Quel a été l’impact de la loi de 2014 ?

Elle a mis le sujet des stagiaires sur la table et a « cadré » les choses. Avant, il y avait un flou artistique et certaines entreprises abusaient réellement des stagiaires, c’est-à-dire qu’ils en prenaient énormément dans leurs effectifs et/ou ils n’étaient pas payés. Certaines sociétés ne mesuraient pas les excès qu’elles commettaient et, avec cette loi, on leur a dit « stop ». La législation a créé une « norme » pour tous et les stages qui n’étaient plus dans les clous (stages sans convention, hors formation, etc.) ont été interdits. La loi a aussi eu le bénéfice de remettre les établissements scolaires au cœur du contrat. Elle a rappelé que le stage est un contrat tripartite entre le stagiaire, l’entreprise et l’école qui a désormais un rôle prépondérant comme médiateur.
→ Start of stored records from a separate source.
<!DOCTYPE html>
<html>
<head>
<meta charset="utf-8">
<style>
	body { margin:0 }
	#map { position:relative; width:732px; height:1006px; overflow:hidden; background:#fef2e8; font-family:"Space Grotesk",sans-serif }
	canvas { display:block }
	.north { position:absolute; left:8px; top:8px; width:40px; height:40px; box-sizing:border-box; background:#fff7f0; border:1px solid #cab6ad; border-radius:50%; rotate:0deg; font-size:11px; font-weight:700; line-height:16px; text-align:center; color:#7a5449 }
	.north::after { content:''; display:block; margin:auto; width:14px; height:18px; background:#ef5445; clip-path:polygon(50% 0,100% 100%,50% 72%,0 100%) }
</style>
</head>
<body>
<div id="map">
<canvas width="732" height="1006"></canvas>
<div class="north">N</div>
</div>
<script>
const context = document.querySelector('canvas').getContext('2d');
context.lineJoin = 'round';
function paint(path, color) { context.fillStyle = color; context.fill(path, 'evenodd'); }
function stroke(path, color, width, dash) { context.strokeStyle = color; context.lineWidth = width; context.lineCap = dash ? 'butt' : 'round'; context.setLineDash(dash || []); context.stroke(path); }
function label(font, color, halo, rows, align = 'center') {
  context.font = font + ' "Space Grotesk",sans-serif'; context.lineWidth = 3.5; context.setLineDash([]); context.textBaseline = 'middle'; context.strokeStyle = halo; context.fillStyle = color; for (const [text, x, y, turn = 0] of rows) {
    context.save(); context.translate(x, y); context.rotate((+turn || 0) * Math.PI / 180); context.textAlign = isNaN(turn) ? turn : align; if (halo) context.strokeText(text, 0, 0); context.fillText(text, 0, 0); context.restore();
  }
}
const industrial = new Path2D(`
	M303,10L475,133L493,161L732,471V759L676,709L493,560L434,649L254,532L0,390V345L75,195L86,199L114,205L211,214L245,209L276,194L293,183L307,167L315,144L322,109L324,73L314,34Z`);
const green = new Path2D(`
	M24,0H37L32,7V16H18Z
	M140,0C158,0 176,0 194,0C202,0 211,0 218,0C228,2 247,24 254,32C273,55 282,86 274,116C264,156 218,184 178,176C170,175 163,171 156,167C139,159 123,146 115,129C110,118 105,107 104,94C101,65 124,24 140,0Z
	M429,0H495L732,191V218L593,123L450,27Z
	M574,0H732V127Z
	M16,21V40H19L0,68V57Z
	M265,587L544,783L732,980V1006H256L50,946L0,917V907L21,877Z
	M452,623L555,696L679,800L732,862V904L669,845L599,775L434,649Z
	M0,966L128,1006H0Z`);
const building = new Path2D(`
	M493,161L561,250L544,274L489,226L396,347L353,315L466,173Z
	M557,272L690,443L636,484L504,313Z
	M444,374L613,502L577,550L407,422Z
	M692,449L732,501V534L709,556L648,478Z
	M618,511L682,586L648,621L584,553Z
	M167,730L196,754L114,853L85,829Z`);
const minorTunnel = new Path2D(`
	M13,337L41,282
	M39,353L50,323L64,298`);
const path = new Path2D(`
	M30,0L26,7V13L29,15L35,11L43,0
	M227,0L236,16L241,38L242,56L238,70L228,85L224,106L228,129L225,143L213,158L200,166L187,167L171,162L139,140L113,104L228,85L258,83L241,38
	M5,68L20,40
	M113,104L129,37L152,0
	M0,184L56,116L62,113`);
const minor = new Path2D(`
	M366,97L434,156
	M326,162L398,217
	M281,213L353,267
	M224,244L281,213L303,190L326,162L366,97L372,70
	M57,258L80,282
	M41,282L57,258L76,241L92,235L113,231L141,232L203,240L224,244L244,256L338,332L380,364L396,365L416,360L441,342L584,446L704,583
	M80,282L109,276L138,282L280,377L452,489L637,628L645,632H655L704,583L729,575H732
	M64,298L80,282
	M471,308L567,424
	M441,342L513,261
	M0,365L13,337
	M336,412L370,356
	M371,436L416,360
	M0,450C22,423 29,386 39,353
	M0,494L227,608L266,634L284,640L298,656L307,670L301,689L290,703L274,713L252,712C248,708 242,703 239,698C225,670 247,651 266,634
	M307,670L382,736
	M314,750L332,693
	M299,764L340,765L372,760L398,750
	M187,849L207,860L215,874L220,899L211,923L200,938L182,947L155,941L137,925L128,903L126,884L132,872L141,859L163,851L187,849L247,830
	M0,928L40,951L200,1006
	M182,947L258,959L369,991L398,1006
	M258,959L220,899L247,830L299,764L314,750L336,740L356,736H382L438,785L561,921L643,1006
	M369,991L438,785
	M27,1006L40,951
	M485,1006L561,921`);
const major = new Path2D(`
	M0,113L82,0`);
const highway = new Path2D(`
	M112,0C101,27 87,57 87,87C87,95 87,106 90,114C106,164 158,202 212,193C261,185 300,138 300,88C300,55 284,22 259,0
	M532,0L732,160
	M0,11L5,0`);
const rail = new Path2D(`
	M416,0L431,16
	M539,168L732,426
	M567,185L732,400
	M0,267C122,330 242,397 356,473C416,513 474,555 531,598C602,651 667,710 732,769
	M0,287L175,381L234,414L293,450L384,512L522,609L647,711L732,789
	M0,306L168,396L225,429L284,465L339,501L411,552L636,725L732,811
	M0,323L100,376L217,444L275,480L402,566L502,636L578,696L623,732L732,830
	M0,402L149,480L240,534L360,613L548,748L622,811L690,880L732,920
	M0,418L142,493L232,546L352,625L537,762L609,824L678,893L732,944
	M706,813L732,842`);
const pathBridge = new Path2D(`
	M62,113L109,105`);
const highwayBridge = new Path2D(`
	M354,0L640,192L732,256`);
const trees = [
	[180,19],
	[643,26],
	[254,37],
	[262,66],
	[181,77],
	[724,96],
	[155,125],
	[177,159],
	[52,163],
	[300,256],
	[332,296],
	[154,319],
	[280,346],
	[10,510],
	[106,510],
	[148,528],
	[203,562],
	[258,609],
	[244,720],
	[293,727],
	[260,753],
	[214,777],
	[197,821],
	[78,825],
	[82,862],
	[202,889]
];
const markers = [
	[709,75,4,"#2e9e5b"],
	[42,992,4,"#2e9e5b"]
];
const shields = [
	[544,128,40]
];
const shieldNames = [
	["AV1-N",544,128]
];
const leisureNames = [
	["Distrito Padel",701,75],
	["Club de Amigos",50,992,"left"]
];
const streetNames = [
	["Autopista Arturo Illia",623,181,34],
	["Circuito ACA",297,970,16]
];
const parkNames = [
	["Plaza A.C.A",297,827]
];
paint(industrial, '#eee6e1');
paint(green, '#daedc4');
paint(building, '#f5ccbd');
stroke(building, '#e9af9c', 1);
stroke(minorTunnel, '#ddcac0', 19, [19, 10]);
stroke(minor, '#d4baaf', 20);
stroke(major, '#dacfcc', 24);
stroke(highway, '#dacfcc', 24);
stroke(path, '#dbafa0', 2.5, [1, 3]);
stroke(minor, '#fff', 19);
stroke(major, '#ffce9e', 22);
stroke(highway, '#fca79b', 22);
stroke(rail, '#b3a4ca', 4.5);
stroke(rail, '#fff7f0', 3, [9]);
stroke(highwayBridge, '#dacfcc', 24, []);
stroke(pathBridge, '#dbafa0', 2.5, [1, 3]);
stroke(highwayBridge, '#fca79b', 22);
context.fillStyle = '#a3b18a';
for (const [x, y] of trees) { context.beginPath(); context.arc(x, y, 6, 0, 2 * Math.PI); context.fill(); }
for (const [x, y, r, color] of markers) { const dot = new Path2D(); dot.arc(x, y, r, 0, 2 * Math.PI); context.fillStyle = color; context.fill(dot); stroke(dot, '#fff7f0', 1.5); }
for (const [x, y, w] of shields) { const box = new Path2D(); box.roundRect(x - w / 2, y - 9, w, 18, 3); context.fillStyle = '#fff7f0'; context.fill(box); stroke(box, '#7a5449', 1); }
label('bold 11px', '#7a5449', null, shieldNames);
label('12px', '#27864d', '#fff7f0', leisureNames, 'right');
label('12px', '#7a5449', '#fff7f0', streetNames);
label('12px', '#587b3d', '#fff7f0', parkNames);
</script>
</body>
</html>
Mais la loi a aussi eu un effet pervers, car elle a déréglé le marché. En limitant le taux de stagiaires à 15 % dans une société, elle a eu un fort impact pour celles qui en comptaient 20 % par exemple. Retirer 5 % de stagiaires de leurs effectifs s’est révélé un test : allaient-elles pouvoir continuer à développer leurs activités sans cette main-d’œuvre ? Il faut dire enfin que la législation a mis un frein à la diversité des profils de stagiaires recrutés. Avec un nombre désormais limité, on a moins laissé de chance aux étudiants des quartiers difficiles ou à ceux qui venaient de branches plus éloignées du monde professionnel comme ceux en dessin, en littérature, etc.

Les stagiaires sont-ils valorisés aujourd’hui ?

Les entreprises ont tendance à les considérer de plus en plus comme des collaborateurs à part entière et ils ont plus ou moins de responsabilités selon les sociétés. Un stagiaire peut potentiellement faire le travail d’un salarié, mais il faut rappeler qu’il ne peut pas être sanctionné pour ses erreurs. Même s’il n’atteint pas ses objectifs et que l’entreprise ne fait pas ses chiffres, cela ne peut lui être imputé. De plus, il ne peut pas signer de contrats. Nous constatons aussi que la plupart des sociétés, notamment dans les métiers pénuriques comme dans l’IT, nous demandent des stagiaires dans l’idée de les embaucher ensuite. Pour celles qui sont en croissance, ces jeunes sont un réel levier de recrutement. Et dans cette logique d’embauche après stage, on voit de plus en plus d’entreprises qui prennent uniquement des stagiaires en fin d’études. Et il y a une règle pour le recrutement de ces derniers profils : le stage fait office de période d’essai.

Autre chose enfin, nous avons constaté que certaines personnes font leur carrière dans des start-up ou PME. Il y a des Jeunes qui ne veulent plus aller dans les grosses boîtes en stage, mais préfèrent démarrer dans les petites avec plus de responsabilités surtout quand ils sont jeunes. Être dans une start-up, c’est être un membre de l’équipe à part entière. On peut être le bras droit du patron et même devenir le futur CTO-CIO. Et quand ils ont plus d’expérience et sont en âge d’avoir une famille, certains se tourneront peut-être vers les grands groupes s’ils cherchent de la stabilité.